Por un lado, la llamada “fatiga de pandemia” afectó tanto a estudiantes como a docentes y por el otro, quedaban en evidencia y se profundizaban aún más aquellas brechas que ya existían, tales como la desigualdad en el acceso a recursos que garantizaran el nuevo formato online y, más complejo aún, la existencia de planes de estudios que ya en la presencialidad presentaban una abrumadora sobrecarga académica.
Yendo al terreno que me compete, en la educación médica es ampliamente conocido que la sobrecarga académica, dentro de otras cosas, impacta negativamente en la salud mental de estudiantes de medicina e incluso de egresados y egresadas. Evidencia nacional muestra que los índices de trastornos de salud mental severos, suicidabilidad y problemas con consumo de drogas es mayor en este grupo comparado con la población general.
En ese sentido, parte de la responsabilidad recae en los planes de estudios de prácticamente la totalidad de escuelas de medicina en Chile. Según una publicación de la Revista Médica de Chile del 2020, estos fallan en ser sobre especializados, poco integrados e incluso redundantes. Así las cosas, el contexto de pandemia acentúa un problema que ya era crítico desde antes.

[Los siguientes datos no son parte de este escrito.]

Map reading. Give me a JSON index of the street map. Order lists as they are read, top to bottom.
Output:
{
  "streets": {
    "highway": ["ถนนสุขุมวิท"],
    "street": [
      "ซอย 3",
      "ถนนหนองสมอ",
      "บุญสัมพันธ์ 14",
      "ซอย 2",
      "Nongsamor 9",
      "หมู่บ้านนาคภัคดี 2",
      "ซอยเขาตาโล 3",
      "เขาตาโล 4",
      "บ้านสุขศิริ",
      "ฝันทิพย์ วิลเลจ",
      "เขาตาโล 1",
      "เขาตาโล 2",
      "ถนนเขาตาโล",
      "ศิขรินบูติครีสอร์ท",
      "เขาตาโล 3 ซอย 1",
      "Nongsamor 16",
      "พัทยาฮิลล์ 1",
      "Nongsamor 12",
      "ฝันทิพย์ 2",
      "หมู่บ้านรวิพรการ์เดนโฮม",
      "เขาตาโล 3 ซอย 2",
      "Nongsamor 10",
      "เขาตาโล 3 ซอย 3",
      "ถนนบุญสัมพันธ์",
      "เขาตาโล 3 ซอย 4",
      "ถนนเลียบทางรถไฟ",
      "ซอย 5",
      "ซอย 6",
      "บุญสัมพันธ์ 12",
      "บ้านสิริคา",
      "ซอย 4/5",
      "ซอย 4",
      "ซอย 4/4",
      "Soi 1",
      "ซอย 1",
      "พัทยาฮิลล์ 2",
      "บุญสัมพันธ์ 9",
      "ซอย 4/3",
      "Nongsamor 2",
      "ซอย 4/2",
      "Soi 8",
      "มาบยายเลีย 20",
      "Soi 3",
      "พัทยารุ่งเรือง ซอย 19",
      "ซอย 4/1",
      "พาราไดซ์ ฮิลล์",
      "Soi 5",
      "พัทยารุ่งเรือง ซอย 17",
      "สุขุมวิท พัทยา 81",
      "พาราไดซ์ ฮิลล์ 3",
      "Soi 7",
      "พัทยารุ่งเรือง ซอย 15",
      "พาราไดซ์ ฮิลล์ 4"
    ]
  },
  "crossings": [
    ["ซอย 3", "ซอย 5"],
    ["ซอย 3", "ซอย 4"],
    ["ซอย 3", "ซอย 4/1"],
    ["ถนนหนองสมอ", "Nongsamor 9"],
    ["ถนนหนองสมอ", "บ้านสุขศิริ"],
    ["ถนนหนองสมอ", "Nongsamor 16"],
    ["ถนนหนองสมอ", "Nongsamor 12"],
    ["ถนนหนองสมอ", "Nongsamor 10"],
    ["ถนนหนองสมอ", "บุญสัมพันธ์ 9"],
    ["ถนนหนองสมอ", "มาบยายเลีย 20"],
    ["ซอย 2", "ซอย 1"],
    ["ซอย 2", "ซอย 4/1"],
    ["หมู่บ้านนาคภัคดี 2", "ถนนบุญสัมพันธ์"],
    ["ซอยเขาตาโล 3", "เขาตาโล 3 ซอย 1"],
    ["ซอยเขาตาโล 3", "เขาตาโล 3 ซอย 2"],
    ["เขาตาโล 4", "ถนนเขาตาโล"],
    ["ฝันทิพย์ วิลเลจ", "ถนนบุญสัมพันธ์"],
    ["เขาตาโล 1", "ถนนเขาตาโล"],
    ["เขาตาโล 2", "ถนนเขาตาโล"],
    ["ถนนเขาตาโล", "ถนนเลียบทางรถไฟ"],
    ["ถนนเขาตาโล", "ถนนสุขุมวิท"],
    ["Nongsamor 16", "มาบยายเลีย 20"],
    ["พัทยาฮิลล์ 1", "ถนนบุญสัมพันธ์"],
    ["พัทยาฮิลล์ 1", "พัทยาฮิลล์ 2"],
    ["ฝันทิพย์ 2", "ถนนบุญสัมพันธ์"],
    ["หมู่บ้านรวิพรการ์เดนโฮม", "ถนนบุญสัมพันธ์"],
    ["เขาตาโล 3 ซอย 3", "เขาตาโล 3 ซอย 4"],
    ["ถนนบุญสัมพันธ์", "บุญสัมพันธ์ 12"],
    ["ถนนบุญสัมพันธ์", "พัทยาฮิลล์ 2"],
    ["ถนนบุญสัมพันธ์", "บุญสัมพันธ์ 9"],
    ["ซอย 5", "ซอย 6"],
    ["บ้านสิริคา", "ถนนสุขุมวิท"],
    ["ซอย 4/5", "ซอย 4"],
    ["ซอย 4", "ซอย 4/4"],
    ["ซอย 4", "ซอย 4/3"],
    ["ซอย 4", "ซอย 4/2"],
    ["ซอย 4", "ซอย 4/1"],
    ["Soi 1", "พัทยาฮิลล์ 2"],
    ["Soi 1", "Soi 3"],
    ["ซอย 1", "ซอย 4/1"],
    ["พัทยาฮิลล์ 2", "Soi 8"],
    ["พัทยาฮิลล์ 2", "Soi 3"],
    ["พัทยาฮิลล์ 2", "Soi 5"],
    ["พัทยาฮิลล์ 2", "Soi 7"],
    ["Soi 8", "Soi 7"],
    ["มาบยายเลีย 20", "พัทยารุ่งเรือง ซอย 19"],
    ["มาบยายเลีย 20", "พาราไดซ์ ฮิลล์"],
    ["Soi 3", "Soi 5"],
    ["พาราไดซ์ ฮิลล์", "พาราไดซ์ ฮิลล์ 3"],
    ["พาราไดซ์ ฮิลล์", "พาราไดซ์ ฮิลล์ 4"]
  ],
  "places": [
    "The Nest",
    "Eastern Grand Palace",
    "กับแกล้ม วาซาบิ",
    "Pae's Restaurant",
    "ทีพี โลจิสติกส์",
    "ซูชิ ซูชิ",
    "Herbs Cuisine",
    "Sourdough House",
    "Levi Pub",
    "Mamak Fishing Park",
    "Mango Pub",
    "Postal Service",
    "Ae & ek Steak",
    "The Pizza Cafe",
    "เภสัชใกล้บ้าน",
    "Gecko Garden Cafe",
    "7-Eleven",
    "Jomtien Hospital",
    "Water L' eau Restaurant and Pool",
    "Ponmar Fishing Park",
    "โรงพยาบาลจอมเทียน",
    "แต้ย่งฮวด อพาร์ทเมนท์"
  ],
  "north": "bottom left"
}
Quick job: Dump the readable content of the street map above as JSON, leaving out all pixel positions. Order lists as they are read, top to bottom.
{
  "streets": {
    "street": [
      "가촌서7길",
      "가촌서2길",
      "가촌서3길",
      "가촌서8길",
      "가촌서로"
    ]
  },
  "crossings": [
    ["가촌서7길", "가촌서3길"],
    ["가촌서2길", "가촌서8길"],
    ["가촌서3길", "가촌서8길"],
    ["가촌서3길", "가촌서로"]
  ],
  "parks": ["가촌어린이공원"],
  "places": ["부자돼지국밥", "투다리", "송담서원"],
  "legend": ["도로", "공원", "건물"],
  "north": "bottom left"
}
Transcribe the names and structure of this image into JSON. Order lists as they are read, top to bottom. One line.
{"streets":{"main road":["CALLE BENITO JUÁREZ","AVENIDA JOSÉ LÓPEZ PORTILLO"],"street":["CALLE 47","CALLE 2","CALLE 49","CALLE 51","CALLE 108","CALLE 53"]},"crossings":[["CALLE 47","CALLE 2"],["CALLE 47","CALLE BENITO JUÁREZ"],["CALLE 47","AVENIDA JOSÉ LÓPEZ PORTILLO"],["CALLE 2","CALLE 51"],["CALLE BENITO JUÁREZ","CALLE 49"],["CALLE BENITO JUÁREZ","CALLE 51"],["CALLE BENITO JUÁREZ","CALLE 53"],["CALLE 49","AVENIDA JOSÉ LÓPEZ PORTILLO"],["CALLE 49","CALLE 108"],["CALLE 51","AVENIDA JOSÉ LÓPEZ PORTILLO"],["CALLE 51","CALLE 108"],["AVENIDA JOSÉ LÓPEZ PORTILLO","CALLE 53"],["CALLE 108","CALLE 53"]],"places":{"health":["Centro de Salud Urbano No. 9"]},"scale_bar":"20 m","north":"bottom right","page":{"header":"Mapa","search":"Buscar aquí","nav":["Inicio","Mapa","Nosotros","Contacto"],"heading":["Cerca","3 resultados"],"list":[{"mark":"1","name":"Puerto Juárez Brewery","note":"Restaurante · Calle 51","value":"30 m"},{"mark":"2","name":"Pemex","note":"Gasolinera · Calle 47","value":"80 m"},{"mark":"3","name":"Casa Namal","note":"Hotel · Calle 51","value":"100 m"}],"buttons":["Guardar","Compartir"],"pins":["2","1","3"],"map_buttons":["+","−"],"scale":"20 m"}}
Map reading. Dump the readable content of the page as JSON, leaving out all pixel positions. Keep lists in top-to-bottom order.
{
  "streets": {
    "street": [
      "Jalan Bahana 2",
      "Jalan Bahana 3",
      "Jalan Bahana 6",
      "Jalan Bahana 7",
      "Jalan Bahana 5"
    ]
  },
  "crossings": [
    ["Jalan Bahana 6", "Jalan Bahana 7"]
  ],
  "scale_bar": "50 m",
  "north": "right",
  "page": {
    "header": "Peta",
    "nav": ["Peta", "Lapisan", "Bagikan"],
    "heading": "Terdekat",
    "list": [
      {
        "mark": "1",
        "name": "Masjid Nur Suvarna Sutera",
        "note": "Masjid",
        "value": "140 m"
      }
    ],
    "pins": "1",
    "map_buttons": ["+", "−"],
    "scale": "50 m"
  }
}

Respecto a la formación universitaria en general y médica en específico, estaremos todos de acuerdo con que el saldo que nos entrega la pandemia es negativo, tal como lo ha advertido el Colegio Médico en torno a la falta de prácticas presenciales. Pero viendo la parte llena del vaso, tuvimos la oportunidad de priorizar elementos teóricos por sobre otros que resultaron ser menos relevantes, pero más importante aún, descubrimos que los y las estudiantes pueden, eventualmente, autogestionar su proceso de aprendizaje al distribuir ellos y ellas el tiempo destinado a la universidad.
Esto último es central para pensar en innovar los programas y planes de estudio de las carreras universitarias, ya que la capacidad de autogestión y uso de la información y recursos disponibles es fundamental para procesos de innovación curricular modernos que sean armónicos en cuanto a carga académica. Lamentablemente la realidad es que los y las estudiantes llegan a la universidad con marcadas dificultades para enfrentarse a propuestas docentes que los empoderen en su proceso personal de aprendizaje.
No es que ahora al volver a la “nueva normalidad” se vaya a dar el gran salto en innovación; por ahora la prioridad es asegurar la formación de egresados competentes para el ejercicio profesional. Pero es necesario hacer diagnósticos acertados y así tomar caminos que busquen solucionar estas problemáticas que, afortunadamente, ya no son una crisis silenciosa.